## Assignment
Each line with the string "gazetteer" is to be copied from the records below.

## Available records
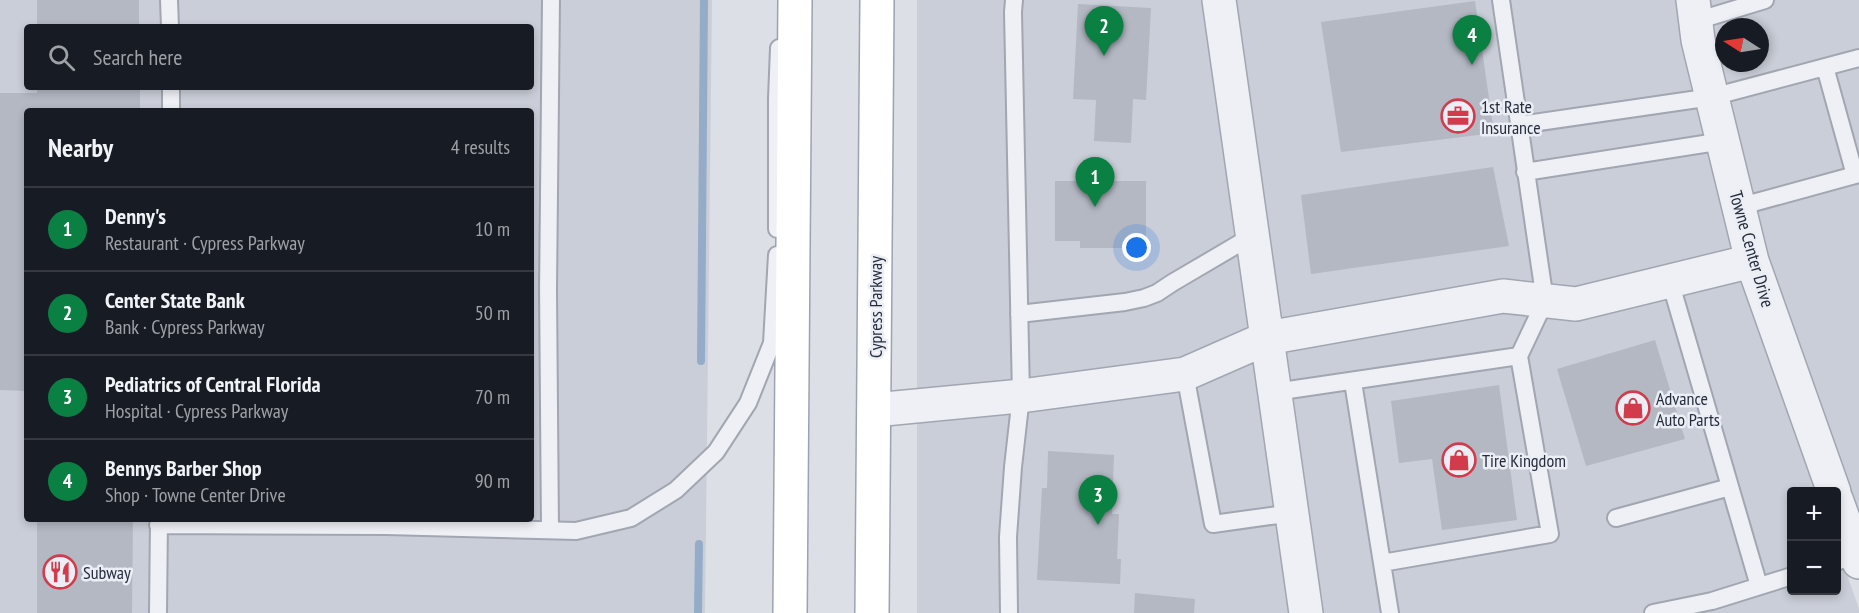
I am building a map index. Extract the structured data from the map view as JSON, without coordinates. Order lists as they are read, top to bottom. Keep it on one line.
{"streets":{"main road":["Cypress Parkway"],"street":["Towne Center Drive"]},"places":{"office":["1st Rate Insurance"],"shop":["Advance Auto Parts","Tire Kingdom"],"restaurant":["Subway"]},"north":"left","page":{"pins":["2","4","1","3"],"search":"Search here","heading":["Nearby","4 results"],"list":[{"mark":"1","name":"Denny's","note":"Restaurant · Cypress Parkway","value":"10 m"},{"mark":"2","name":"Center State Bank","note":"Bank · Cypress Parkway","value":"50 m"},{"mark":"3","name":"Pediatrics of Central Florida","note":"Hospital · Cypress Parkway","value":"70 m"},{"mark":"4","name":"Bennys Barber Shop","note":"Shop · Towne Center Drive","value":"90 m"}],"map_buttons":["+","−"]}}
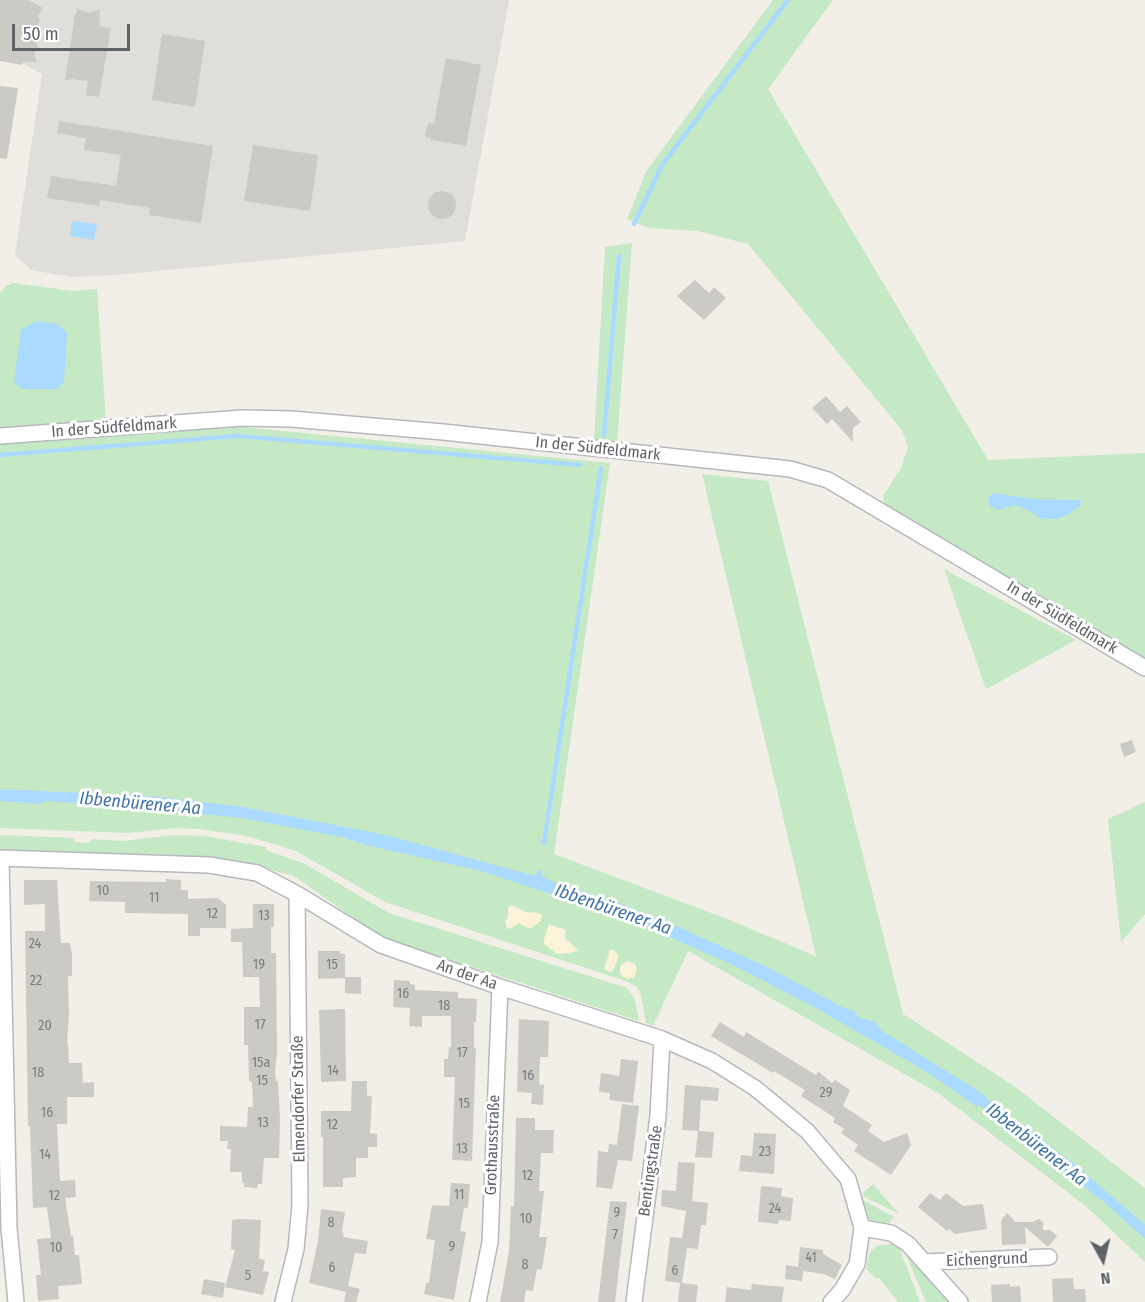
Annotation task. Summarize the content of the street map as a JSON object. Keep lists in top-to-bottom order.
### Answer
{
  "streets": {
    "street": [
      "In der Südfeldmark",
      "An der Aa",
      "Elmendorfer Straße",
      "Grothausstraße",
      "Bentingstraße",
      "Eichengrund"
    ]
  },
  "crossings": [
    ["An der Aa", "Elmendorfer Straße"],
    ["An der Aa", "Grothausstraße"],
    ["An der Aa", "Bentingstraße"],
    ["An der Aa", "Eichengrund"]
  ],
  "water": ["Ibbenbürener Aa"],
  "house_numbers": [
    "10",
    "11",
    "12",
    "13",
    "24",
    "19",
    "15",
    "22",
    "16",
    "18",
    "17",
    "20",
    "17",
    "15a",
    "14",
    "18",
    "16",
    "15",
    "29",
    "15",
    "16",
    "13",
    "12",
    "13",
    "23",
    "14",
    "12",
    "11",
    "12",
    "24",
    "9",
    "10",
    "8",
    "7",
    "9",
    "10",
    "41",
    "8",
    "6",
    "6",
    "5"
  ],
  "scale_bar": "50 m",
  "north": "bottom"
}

---

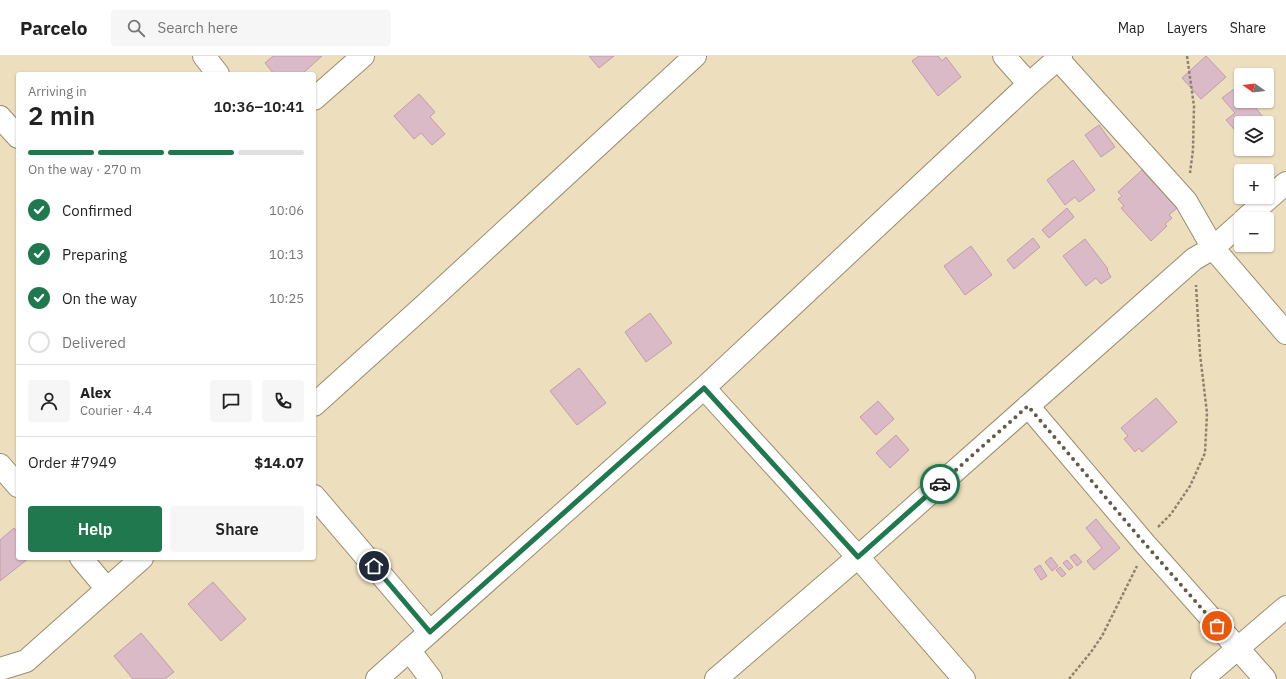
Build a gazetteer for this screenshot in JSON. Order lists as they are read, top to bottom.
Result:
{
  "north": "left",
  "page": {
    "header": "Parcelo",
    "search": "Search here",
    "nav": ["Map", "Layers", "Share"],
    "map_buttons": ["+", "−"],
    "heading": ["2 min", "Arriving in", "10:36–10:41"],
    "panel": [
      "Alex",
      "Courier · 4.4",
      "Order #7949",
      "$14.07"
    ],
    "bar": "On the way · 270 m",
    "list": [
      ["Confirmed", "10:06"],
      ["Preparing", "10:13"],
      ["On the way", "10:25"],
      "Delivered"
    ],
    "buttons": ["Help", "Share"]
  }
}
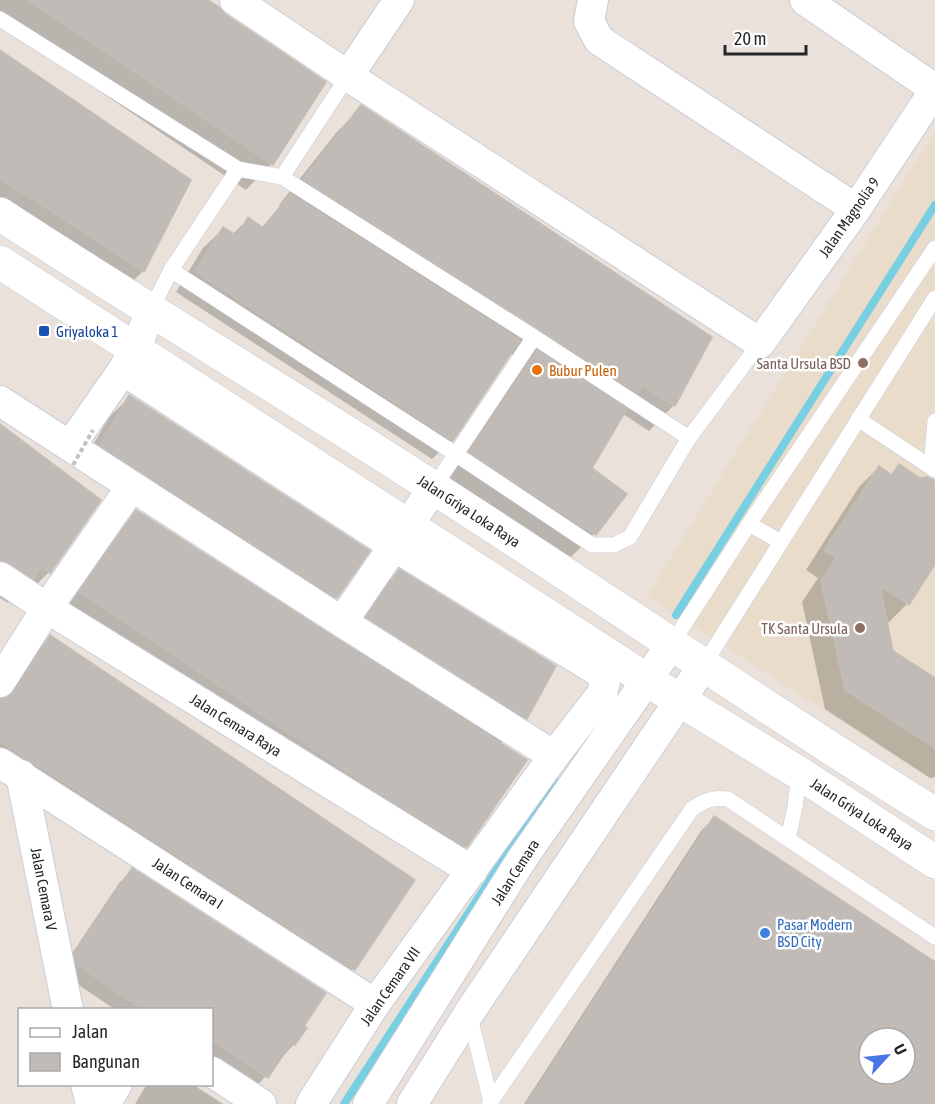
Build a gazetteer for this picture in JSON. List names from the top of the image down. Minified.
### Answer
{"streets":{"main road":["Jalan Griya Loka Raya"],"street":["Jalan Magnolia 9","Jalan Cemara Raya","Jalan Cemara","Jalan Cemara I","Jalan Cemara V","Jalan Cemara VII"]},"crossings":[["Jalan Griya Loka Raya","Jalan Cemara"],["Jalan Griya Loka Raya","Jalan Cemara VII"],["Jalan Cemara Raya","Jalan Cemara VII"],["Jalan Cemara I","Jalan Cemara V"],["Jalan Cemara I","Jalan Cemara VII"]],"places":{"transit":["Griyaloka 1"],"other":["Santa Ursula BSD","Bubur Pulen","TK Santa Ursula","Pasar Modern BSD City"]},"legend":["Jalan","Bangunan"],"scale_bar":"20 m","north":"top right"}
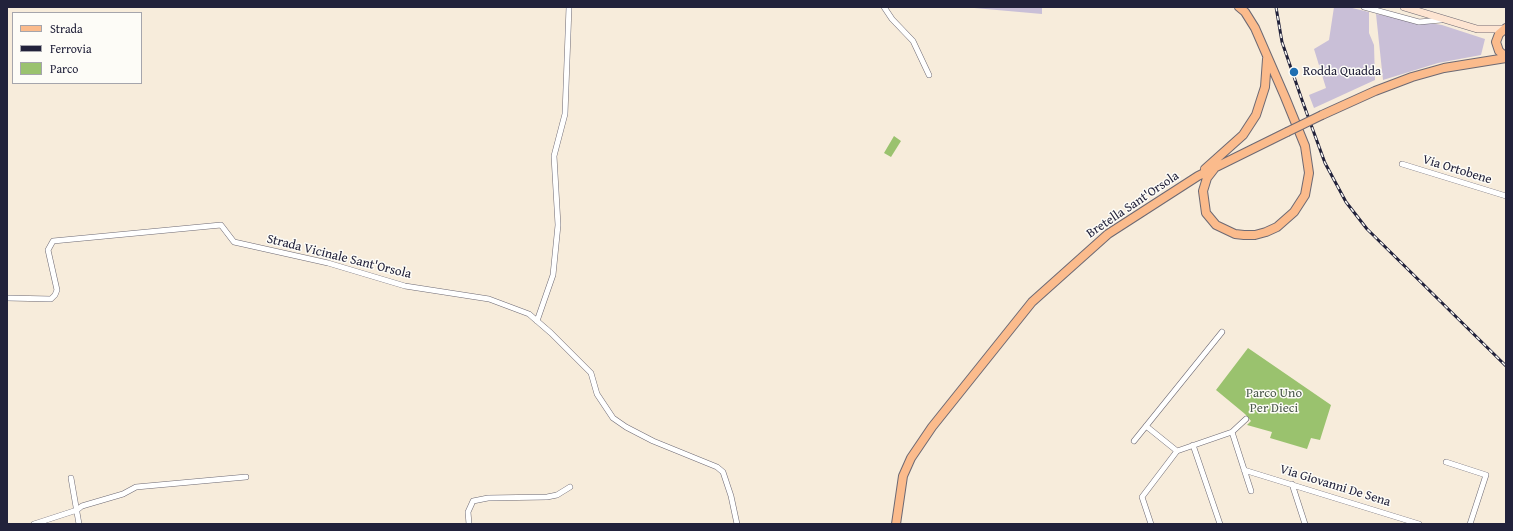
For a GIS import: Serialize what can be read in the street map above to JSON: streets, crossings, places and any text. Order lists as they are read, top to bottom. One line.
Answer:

## Result of the exercise
Build a gazetteer for this screenshot in JSON. Order lists as they are read, top to bottom.
Build a gazetteer for this picture in JSON. List names from the top of the image down. Minified.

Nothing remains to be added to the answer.